1. Days 1-10: Review the last PQ. Log delays caused by data, access, or

environment issues.

2. Days 11-20: Assemble the next PQ data pack with cross-functional SMEs.

Approve under change control and store in the repository.

3. Days 21-30: Update environment checklists, create controlled test accounts,

and rehearse the rollback plan.

4. Days 31-45: Execute PQ, capture metrics, host a retrospective within 72

hours, and feed lessons into templates and SOPs.

Frequently asked questions

Should PQ mirror production exactly? Critical workflows should. Document

any differences and justify why they do not impact results.

What evidence satisfies auditors? Execution records, screenshots with

timestamps, reconciled results, deviation logs, and approvals. Clarity matters

more than volume.

How do we avoid weekend runs? Plan capacity early, align with manufacturing

or clinical schedules, and secure leadership commitment to protect resources.

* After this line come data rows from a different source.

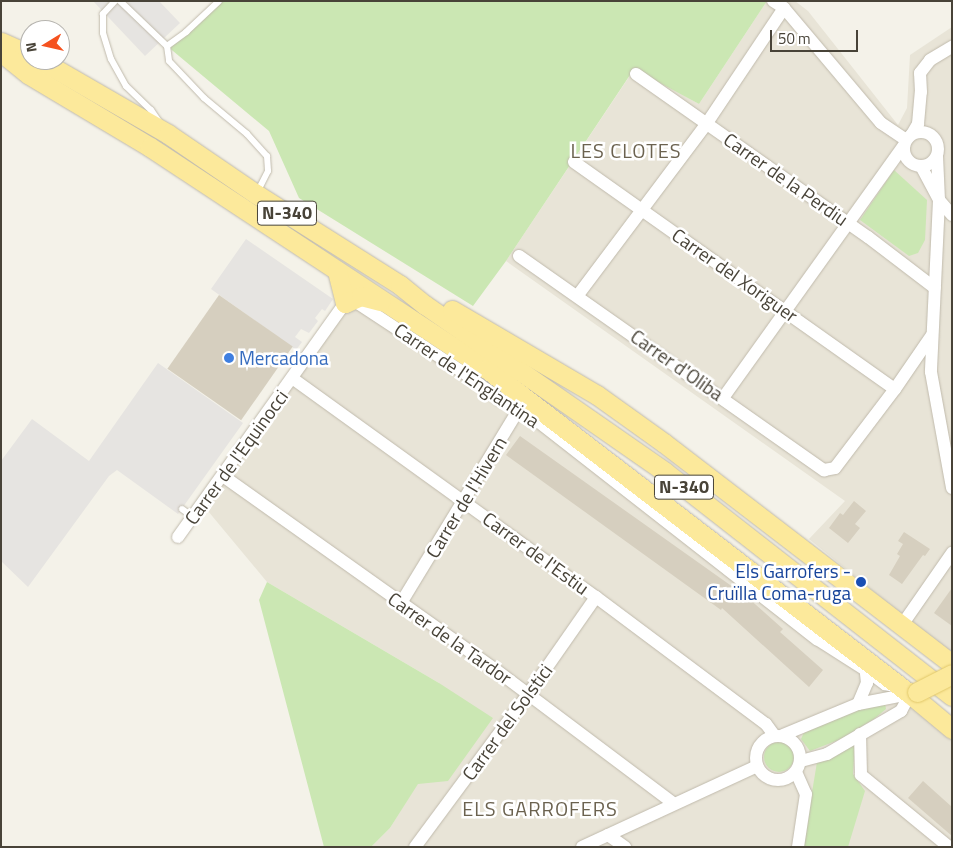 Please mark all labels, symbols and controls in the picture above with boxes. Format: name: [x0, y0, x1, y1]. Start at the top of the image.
north arrow: [20, 20, 70, 70]
scale bar: [773, 20, 860, 52]
text: 50 m: [778, 27, 811, 50]
text: N: [20, 41, 42, 54]
street label: Carrer de la Perdiu: [719, 128, 853, 230]
district label: LES CLOTES: [569, 138, 683, 162]
road number: N-340: [256, 198, 318, 228]
street label: Carrer del Xoriguer: [668, 223, 802, 327]
street label: Carrer de l'Englantina: [390, 318, 544, 432]
street label: Carrer d'Oliba: [626, 325, 728, 405]
place label: Mercadona: [239, 347, 328, 369]
marker: Mercadona: [223, 352, 235, 364]
street label: Carrer de l'Equinocci: [180, 385, 292, 529]
street label: Carrer de l'Hivern: [421, 432, 511, 562]
road number: N-340: [653, 472, 715, 502]
street label: Carrer de l'Estiu: [478, 507, 594, 599]
place label: Els Garrofers - Cruïlla Coma-ruga: [708, 560, 851, 604]
marker: Els Garrofers - Cruïlla Coma-ruga: [855, 576, 867, 588]
street label: Carrer de la Tardor: [384, 587, 516, 689]
street label: Carrer del Solstici: [457, 659, 557, 785]
district label: ELS GARROFERS: [461, 796, 619, 820] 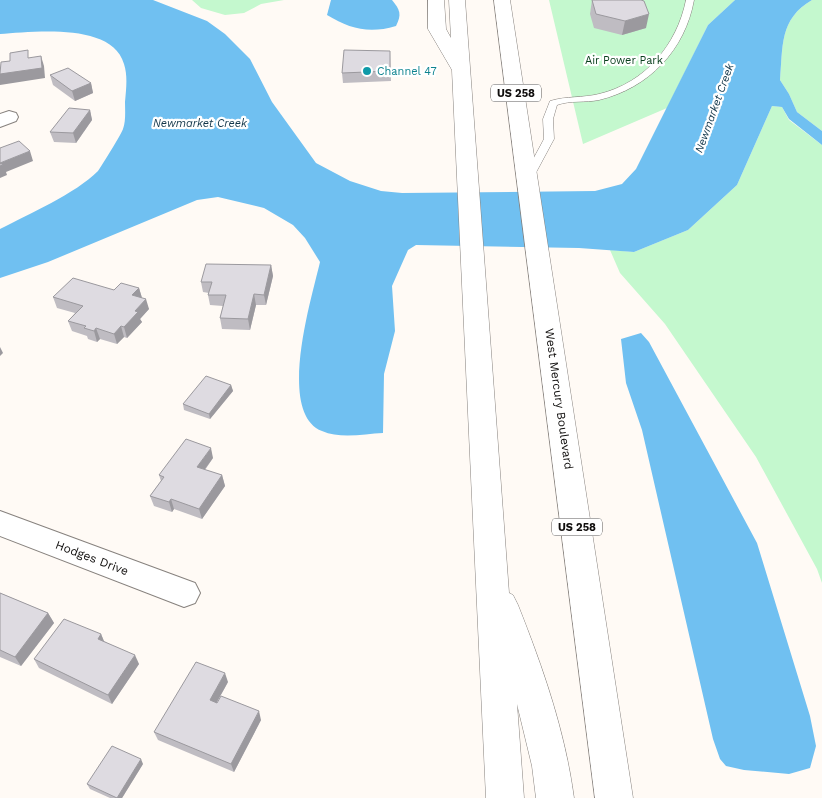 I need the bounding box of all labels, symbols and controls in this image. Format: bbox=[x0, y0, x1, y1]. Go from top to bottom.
park label: Air Power Park bbox=[585, 54, 663, 67]
water label: Newmarket Creek bbox=[692, 61, 737, 155]
marker: Channel 47 bbox=[361, 65, 373, 77]
place label: Channel 47 bbox=[377, 65, 437, 78]
road number: US 258 bbox=[491, 85, 541, 102]
water label: Newmarket Creek bbox=[153, 117, 248, 130]
street label: West Mercury Boulevard bbox=[542, 328, 576, 470]
road number: US 258 bbox=[552, 518, 602, 536]
street label: Hodges Drive bbox=[54, 538, 131, 578]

What if a run fails? Follow the rollback plan, document everything, analyze

root cause immediately, and communicate revised timelines through governance.

Sustain the win

Hold retrospectives after every PQ, refresh the data library, and rotate

ownership of rehearsals so knowledge spreads. Publish PQ metrics to leadership

so disciplined execution stays top of mind. When PQ becomes routine rather than

chaotic, your entire validation program benefits.